As an example, let’s look at a Word document that was created on a machine that has a specific font called Jeepers installed (it also includes text in two other fonts).

Blog image

Figure 1 – The sample file shown on a machine where the font Jeepers is installed

If we convert that DOCX to PDF on the machine where it was created (which has Jeepers installed), the resulting PDF looks just like the Word document.

Blog image

Figure 2 – The PDF created from the example DOCX file on a machine where Jeepers is installed

So far so good!

However, if that exact same DOCX file is opened on a machine where Jeepers is not available, Word will substitute it with a font that is available.

Blog image

Figure 3 – The same DOCX file, opened on a machine where the font Jeepers was not available. It has been replaced with a different font.

If you are curious about what the new font is, you can dig down into File > Options > Advanced > Font substitution in Word. In this example, Calibri has been substituted for Jeepers.
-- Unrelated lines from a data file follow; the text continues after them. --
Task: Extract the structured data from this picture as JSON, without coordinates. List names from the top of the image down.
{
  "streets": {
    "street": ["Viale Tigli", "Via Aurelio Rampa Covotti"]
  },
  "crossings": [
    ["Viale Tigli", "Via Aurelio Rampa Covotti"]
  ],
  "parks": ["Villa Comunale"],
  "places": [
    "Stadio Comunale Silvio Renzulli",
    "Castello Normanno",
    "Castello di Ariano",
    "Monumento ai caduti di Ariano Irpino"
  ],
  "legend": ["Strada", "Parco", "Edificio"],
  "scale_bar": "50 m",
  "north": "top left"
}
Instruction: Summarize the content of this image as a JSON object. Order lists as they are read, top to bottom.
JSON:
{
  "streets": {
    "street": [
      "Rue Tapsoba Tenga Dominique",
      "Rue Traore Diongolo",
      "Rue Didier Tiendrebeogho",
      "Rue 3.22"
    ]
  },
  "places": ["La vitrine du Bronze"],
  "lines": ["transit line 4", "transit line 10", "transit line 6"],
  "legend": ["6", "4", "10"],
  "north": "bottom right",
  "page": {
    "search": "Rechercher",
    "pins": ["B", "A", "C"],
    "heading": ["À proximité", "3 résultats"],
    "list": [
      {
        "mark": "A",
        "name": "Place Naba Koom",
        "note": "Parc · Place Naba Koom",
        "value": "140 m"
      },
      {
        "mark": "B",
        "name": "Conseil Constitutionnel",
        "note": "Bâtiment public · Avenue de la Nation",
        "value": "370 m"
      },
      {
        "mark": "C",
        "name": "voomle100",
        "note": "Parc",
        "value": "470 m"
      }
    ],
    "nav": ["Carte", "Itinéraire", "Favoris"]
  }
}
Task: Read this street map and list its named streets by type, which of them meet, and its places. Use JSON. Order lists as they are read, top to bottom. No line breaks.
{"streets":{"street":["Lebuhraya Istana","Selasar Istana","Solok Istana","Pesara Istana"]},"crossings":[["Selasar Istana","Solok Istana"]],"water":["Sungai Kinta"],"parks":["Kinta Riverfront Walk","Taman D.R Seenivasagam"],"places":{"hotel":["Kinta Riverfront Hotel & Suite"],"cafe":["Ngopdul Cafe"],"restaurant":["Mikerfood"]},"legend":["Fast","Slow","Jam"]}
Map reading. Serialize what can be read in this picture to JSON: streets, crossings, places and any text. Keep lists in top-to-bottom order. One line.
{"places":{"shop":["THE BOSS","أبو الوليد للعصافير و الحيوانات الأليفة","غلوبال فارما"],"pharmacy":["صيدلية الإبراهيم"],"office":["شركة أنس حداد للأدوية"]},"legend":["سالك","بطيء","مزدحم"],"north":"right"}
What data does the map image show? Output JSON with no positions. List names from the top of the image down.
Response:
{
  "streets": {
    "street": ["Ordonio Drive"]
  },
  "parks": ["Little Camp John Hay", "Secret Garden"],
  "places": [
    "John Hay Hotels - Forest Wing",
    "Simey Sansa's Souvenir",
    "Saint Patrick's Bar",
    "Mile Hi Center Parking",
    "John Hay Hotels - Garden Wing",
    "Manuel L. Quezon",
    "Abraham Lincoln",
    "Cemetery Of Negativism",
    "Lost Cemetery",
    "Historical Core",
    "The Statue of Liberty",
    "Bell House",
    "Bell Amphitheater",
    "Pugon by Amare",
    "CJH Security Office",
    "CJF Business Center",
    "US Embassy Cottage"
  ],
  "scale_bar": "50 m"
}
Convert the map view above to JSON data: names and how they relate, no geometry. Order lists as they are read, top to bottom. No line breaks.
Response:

The substitution mechanism used in Word is complex, subject to change at any time, and can also be overridden by the user. It may even vary from one version of Office to another, or if you use an alternative word processor. As such, there is no single “truth” as far as font substitution is concerned.

When Apryse SDK converts an Office document to PDF it will also need to make a substitution. It might use a different font from the one that Word would, since there may be different sets of available fonts and substitution logic can differ.

This means that a PDF could look different from how Word would display that document on the same machine. This isn’t wrong, just different. Both mechanisms are substituting the original for an alternative font. In fact, if we look at the PDF generated by Apryse, we find that Arial MT has been substituted for Jeepers, which is arguably a better match to the original than Word’s choice. (The length of the text lines in the PDF created by Apryse is very similar to those in DOCX file on the original machine.)

Blog image

Figure 4 – The PDF created from the DOCX file using Apryse SDK on a machine where the font Jeepers is not installed

Recommendations for Preventing Font Substitution

Copied to clipboard

There are three options:

  1. Install the font on the machine that’s converting from Office to PDF.
  2. When creating the DOCX file, embed the fonts into the Word document itself. There is an article about how to set up font embedding in Word which is aimed at Fluent users, but the technique is applicable for anyone that uses Word. The downside is that not all fonts can be embedded due to licensing restrictions. Plus, embedding fonts can result in a significant increase in file size – without fonts the DOCX is 5 KB, and with embedded fonts it is 4,500 KB.
  3. Use the Apryse substitute font package with either the default fonts, or, if served locally, with your custom fonts (like Jeepers). This system allows fonts to be accessed from a folder without the need to install them.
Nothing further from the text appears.